Monday, April 6, 2026

Masculinity Mondays: 20

 

Man walking through historic building

I woke up earlier this morning, around 4am, in a full on panic attack. Not "frightened by a bad dream" (I hadn't been dreaming, or at least I didn't have any memory of dreaming).  Not "spooked awake by a noise" (I have previously slept through the tent I was in being ripped up by a storm, and being carried to a friend's caravan... I don't wake to sudden noises...meaning anyone who breaks in is going to have to deal with my suddenly-woken-wife... which will make them regret every one of their life choices).

I had been deeply asleep, and then I wasn't. I was awake, and physically shaking, feeling nauseous, heart racing, on the verge of tears.

The whole experience lasted almost an hour, and I still, three hours after I was finally calm enough to go back to sleep, couldn't tell you what it was about.

And I think that's the key to why social media believes "men don't have emotions!" or, when people are trying to pretend they're not femme-centric arseholes, that "men have much less complex emotions than women, because testosterone." (Which is a huge motivating factor behind cis women demanding testosterone injections as part of menopause treatment...and getting them, at a time when governments around the world are doing everything possible to prevent trans men accessing testosterone, because "it's completely unproven for female biology!
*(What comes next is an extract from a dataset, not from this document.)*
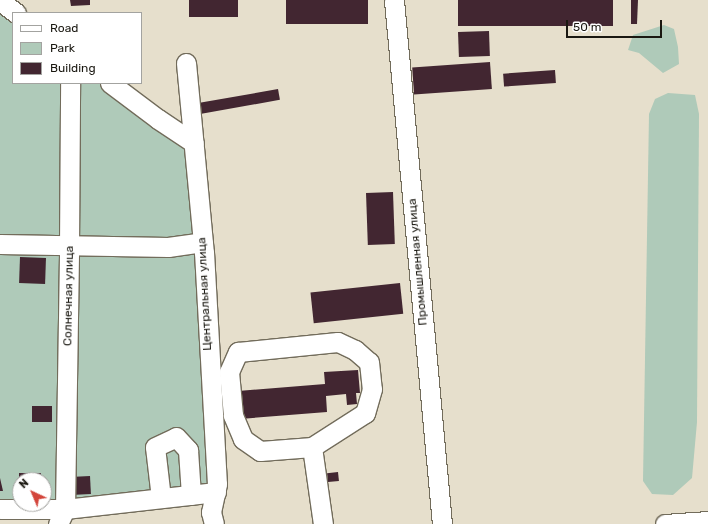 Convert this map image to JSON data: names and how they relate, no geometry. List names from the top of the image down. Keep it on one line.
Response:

It's dangerous! YOU CAN'T CHANGE YOUR BIOLOGICAL REALITY!!!" - women have swallowed whole the idea that "testosterone stops the overwhelm of female emotions", and, because menopause, as a biological upheaval, is very emotional, they want to feel calm and in control again - because who doesn't?)

The reality is that men have the same range of emotions as women - we just don't fixate on things we can't immediately explain.  Women are very comfortable with posting videos to TikTok and Instagram micro-analysing the vaguest of experiences and feelings, and assigning them unprovable meaning.  If a woman doesn't know why she had a particular experience? That's often a reason to take to social media, or gather a friendship group - to bring it to the group, to find out if other people have had similar experience, and use consensus-seeking to ascribe meaning.  

Men, in contrast, will talk about something we understand (which, unfortunately, means we talk confidently, and, especially in the hellscape of social media, get accused of arrogance, of "believing you know everything about everything, just because you're a man!" of "invalidating the experiences and interpretations of non-men"... no...I just happen to understand this thing. I'm open to you bringing a different understanding - as long as you're able to do that without claiming that, because your understanding or interpretation is different, mine is wrong.)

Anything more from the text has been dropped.